Vu la procédure suivante :
Par une requête et un mémoire, enregistrés les 18 juin et 30 juillet 2021,
M. A B, représenté par Me Patureau, demande au tribunal :
1°) d'annuler la décision implicite par laquelle la préfète du Val-de-Marne a refusé de lui délivrer un titre de séjour portant la mention " vie privée et familiale " ;
2°) d'enjoindre à la préfète du Val-de-Marne de lui délivrer un titre de séjour temporaire portant la mention " vie privée et familiale " ou un titre de séjour temporaire portant la mention
" salarié " dans un délai d'un mois à compter de la notification du jugement à intervenir, sous astreinte de 50 euros par jour de retard, en application de l'article L. 911-1 du code de justice administrative ;
3°) à défaut, d'enjoindre à la préfète du Val-de-Marne de saisir la commission du titre de séjour et de lui délivrer dans l'attente une autorisation provisoire de séjour et de travail dans un délai d'un mois à compter de la notification du jugement à intervenir, sous astreinte de 50 euros par jour de retard, en application de l'article L. 911-2 du code de justice administrative ;
4°) à défaut, d'enjoindre à la préfète du Val-de-Marne de procéder au réexamen de sa situation et de lui délivrer une autorisation provisoire de séjour l'autorisant à travailler, dans un délai d'un mois à compter de la notification du jugement à intervenir, sous astreinte de 50 euros par jour de retard, en application de l'article L. 911-2 du code de justice administrative ;
5°) de mettre à la charge de l'Etat la somme de 1 000 euros en application de l'article L. 761-1 du code de justice administrative.
Par un mémoire en défense, enregistré le 5 juillet 2021, la préfète du Val-de-Marne conclut au rejet de la requête.
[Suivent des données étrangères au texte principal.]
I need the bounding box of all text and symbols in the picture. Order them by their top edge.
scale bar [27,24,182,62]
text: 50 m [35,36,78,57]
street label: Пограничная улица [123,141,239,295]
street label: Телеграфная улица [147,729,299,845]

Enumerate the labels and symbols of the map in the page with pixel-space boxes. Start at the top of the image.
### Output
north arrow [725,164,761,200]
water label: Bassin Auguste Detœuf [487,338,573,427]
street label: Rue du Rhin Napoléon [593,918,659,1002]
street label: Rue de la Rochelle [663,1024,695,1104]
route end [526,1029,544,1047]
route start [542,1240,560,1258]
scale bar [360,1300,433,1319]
Par un mémoire, enregistré le 5 septembre 2022, la préfète du Val-de-Marne conclut à ce que le tribunal prononce un non-lieu à statuer ; elle fait valoir que la requête de M. B est devenue sans objet dès lors qu'une carte de séjour temporaire portant la mention " salarié " a été délivrée à M. B.
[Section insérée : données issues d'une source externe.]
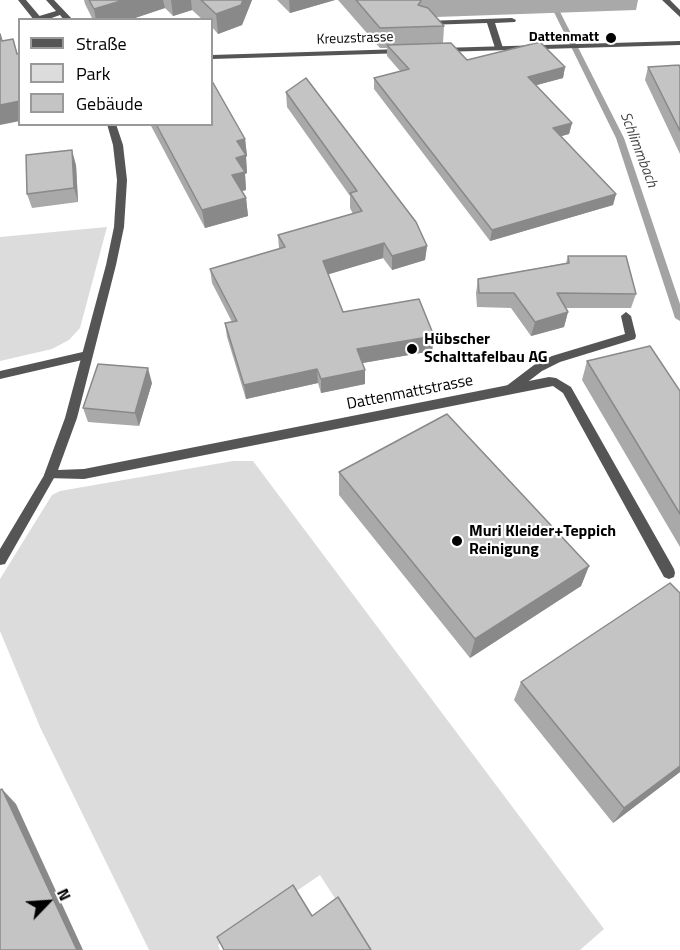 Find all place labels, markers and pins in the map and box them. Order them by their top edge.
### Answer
place label: Dattenmatt [529,30,599,46]
marker: Dattenmatt [604,31,618,45]
place label: Hübscher Schalttafelbau AG [424,330,548,368]
marker: Hübscher Schalttafelbau AG [405,342,419,356]
place label: Muri Kleider+Teppich Reinigung [469,522,616,560]
marker: Muri Kleider+Teppich Reinigung [450,534,464,548] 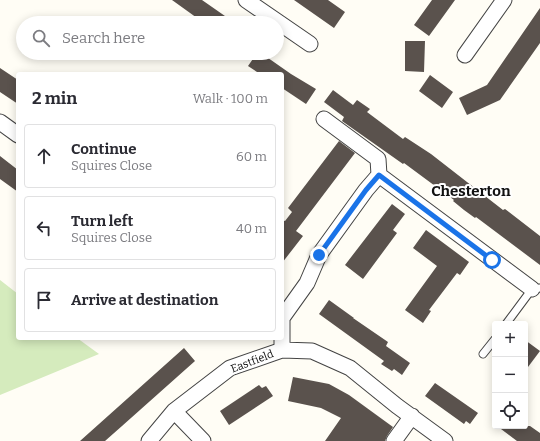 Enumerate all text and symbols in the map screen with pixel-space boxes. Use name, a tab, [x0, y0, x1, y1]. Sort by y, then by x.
search box	[16, 16, 284, 60]
icon: search	[30, 27, 52, 49]
text: Search here	[62, 29, 145, 47]
text: 2 min	[32, 88, 77, 109]
text: Walk · 100 m	[193, 91, 268, 106]
text: Continue	[71, 140, 137, 158]
icon: ahead	[33, 145, 55, 167]
text: 60 m	[236, 149, 267, 164]
text: Squires Close	[71, 158, 152, 173]
district label: Chesterton	[431, 182, 511, 200]
text: Turn left	[71, 212, 133, 230]
icon: left	[33, 217, 55, 239]
text: 40 m	[236, 221, 267, 236]
text: Squires Close	[71, 230, 152, 245]
route end	[310, 246, 328, 264]
route start	[483, 251, 501, 269]
icon: arrive	[33, 289, 55, 311]
text: Arrive at destination	[71, 291, 218, 309]
map controls	[492, 321, 528, 429]
button: +	[492, 321, 528, 357]
street label: Eastfield	[229, 347, 276, 376]
button: −	[492, 357, 528, 393]
button: locate	[492, 393, 528, 429]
Par un mémoire, enregistré le 8 septembre 2022, M. B déclare maintenir sa demande présentée sur le fondement des dispositions de l'article L. 761-1 du code de justice administrative.
Vu les autres pièces du dossier.
Vu :
- le code de l'entrée et du séjour des étrangers et du droit d'asile ;
- le code de justice administrative.
Considérant ce qui suit :
1. Aux termes de l'article R. 222-1 du code de justice administrative : " Les présidents de tribunal administratif () et les présidents de formation de jugement des tribunaux () peuvent, par ordonnance : / 1° donner acte des désistements ; () 5° Statuer sur les requêtes qui ne présentent plus à juger de questions autres que la condamnation prévue à l'article L. 761-1 ou la charge des dépens () ".
2. Par un mémoire enregistré le 8 septembre 2022, M. B, en réponse au mémoire de la préfète qui soutient qu'il n'y a plus lieu de statuer sur sa requête, déclare maintenir ses conclusions tendant à l'application de l'article L. 761-1 du code de justice administrative. Il doit, dans ces conditions, être regardé comme se désistant de ses conclusions à fin d'annulation et d'injonction. Ce désistement étant pur et simple, rien ne s'oppose à ce qu'il en soit donné acte.
3. Il y a lieu, dans les circonstances de l'espèce, de mettre à la charge de l'Etat la somme de 1 000 euros au titre des frais exposés par M. B et non compris dans les dépens.
O R D O N N E:
Article 1er : Il est donné acte du désistement de M. B de ses conclusions aux fins d'annulation et d'injonction.
Article 2 : L'Etat versera à M. B la somme de 1 000 euros au titre de l'article L. 761-1 du code de justice administrative.
Article 3 : La présente ordonnance sera notifiée à M. A B et à la préfète du
Val-de-Marne.
Le président de la 1ère chambre,
T. Gallaud
La République mande et ordonne au ministre de l'intérieur en ce qui le concerne ou à tous commissaires de justice à ce requis en ce qui concerne les voies de droit commun contre les parties privées, de pourvoir à l'exécution de la présente décision.